Problem details: Look through the records below, and whenever a line contains "Stop", copy it.

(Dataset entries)
——————————
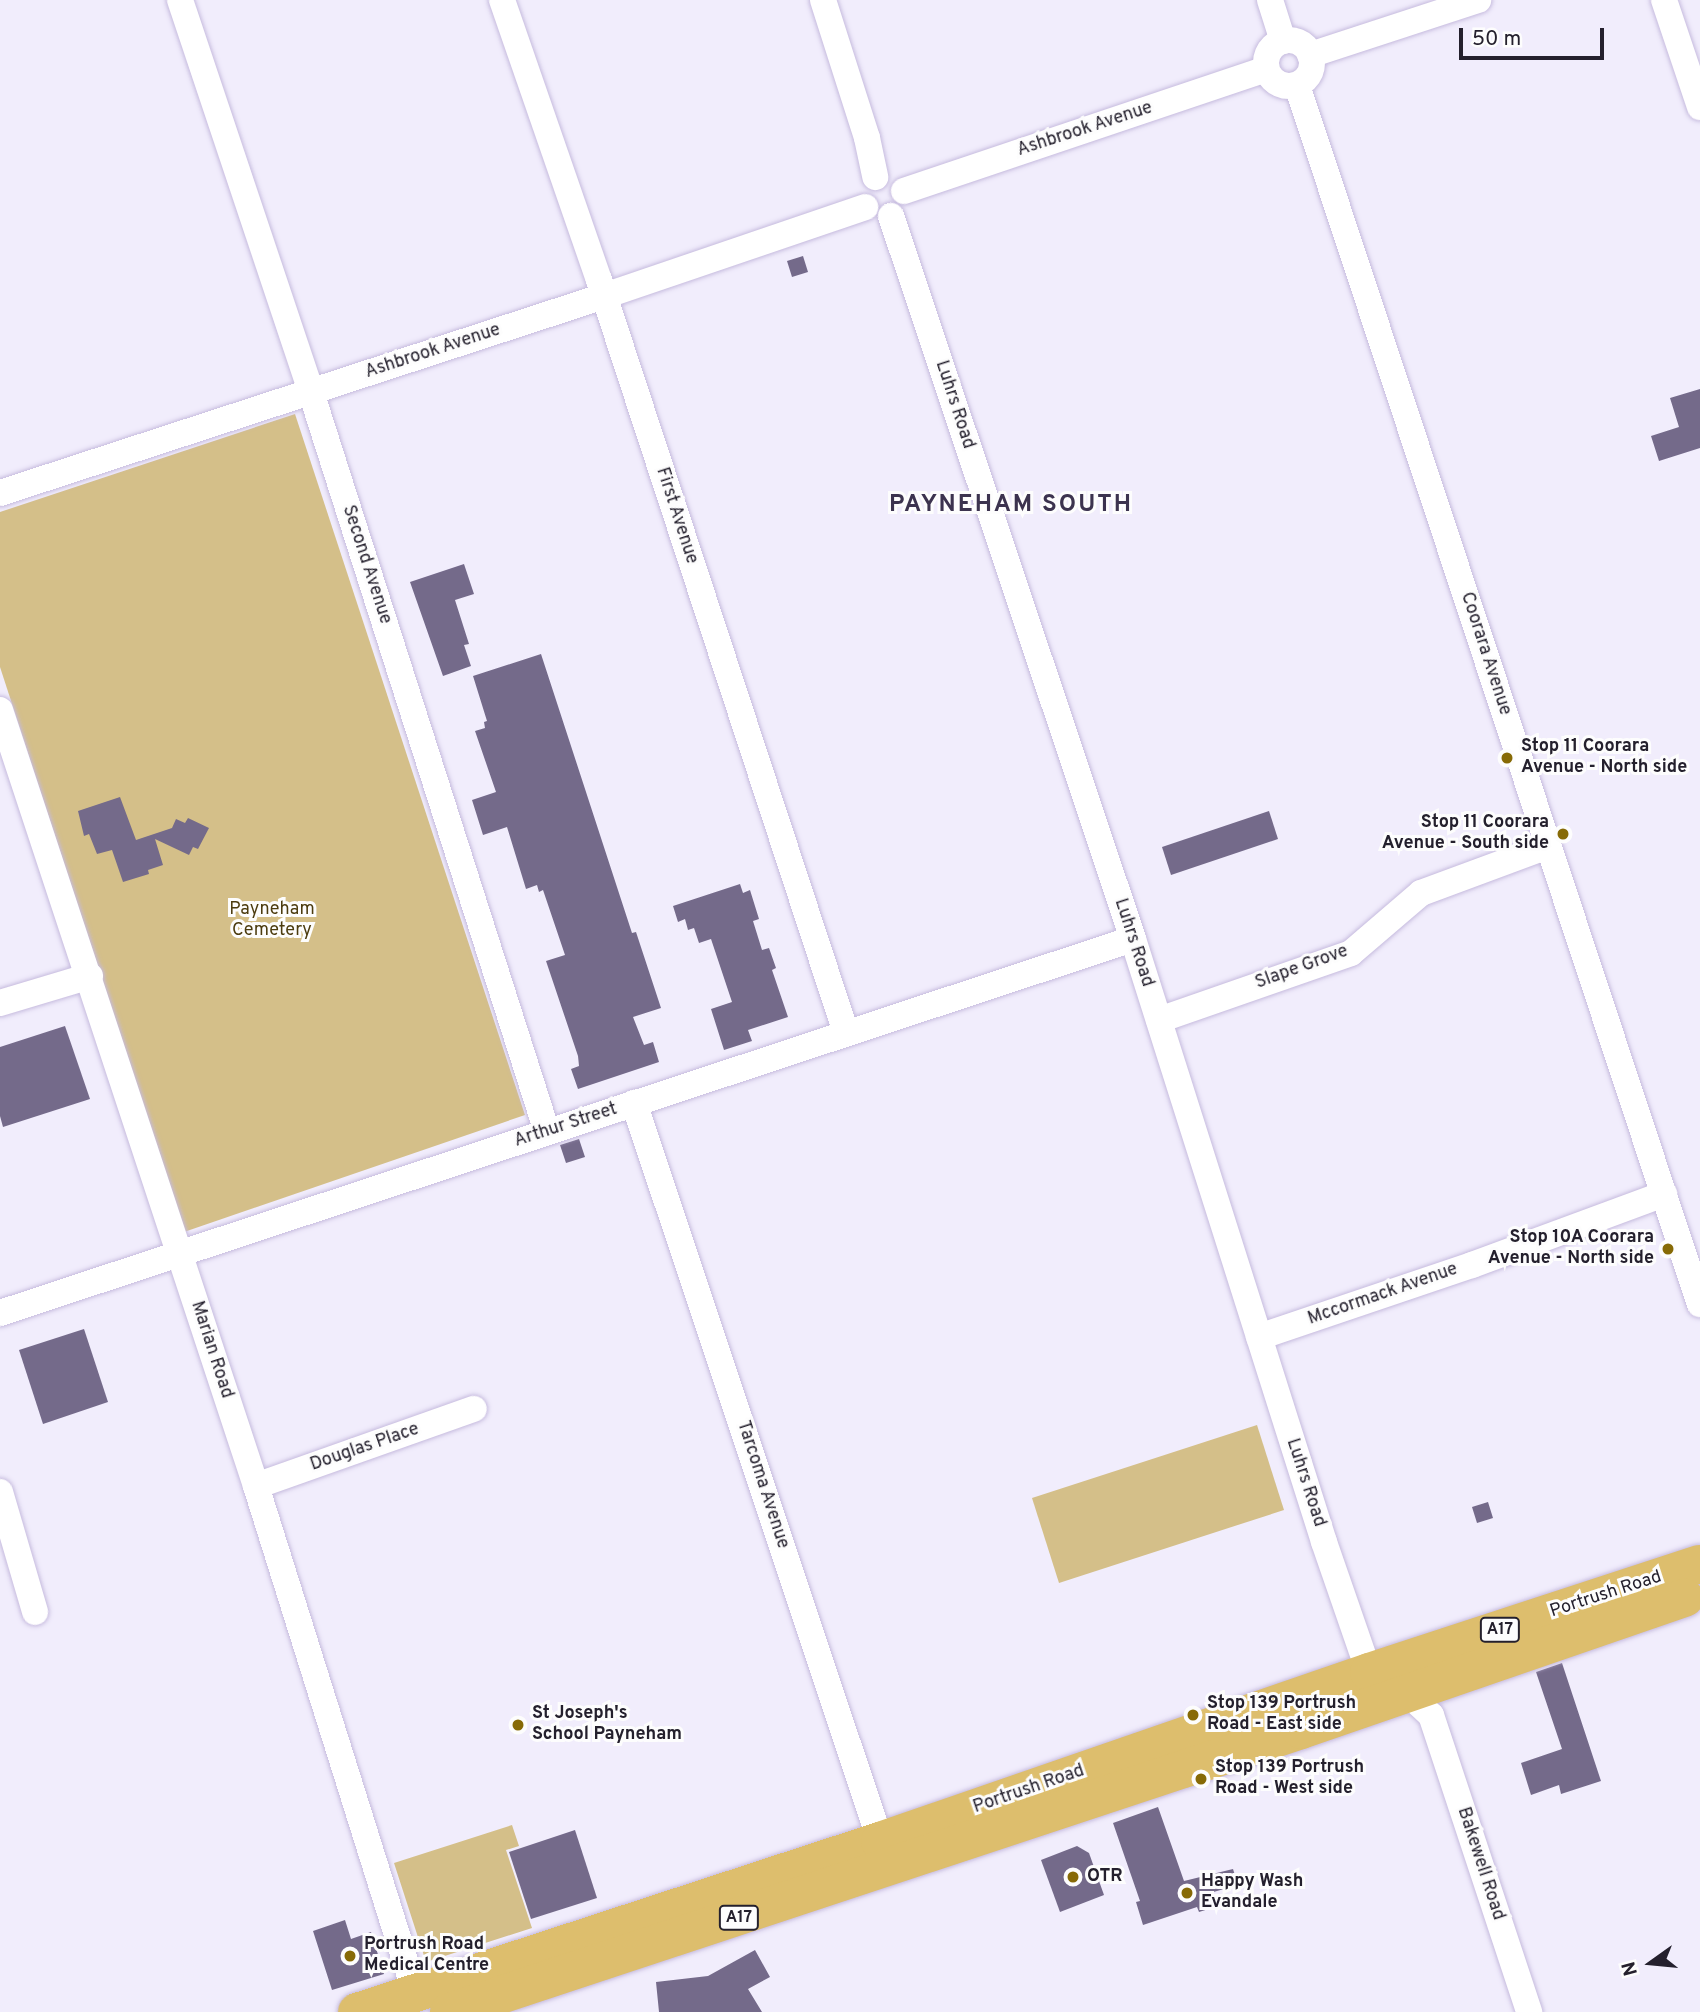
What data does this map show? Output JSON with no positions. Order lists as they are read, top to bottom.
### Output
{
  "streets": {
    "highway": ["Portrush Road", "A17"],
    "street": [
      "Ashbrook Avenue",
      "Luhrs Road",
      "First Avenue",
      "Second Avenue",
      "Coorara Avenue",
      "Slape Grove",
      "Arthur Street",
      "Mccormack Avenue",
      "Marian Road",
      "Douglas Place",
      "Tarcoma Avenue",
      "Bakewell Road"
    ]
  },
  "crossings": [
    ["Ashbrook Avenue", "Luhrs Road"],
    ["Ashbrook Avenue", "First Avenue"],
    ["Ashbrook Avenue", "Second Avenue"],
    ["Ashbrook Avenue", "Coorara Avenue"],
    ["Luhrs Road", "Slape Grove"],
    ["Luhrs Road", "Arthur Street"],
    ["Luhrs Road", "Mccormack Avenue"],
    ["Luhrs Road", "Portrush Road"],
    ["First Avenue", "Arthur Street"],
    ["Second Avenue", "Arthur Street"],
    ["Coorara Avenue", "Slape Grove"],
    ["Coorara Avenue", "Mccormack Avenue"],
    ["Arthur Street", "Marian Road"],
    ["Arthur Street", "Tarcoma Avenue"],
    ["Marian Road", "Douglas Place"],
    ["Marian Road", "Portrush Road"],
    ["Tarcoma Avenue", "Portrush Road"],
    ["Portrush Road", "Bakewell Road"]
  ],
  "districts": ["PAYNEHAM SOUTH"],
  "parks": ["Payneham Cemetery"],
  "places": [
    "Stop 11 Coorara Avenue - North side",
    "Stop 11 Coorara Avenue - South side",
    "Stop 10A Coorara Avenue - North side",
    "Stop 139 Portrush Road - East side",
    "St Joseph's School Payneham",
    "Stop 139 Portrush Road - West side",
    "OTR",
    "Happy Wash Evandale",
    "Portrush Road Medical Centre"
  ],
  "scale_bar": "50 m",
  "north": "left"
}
——————————
Exercise solution:
    "Stop 11 Coorara Avenue - North side",
    "Stop 11 Coorara Avenue - South side",
    "Stop 10A Coorara Avenue - North side",
    "Stop 139 Portrush Road - East side",
    "Stop 139 Portrush Road - West side",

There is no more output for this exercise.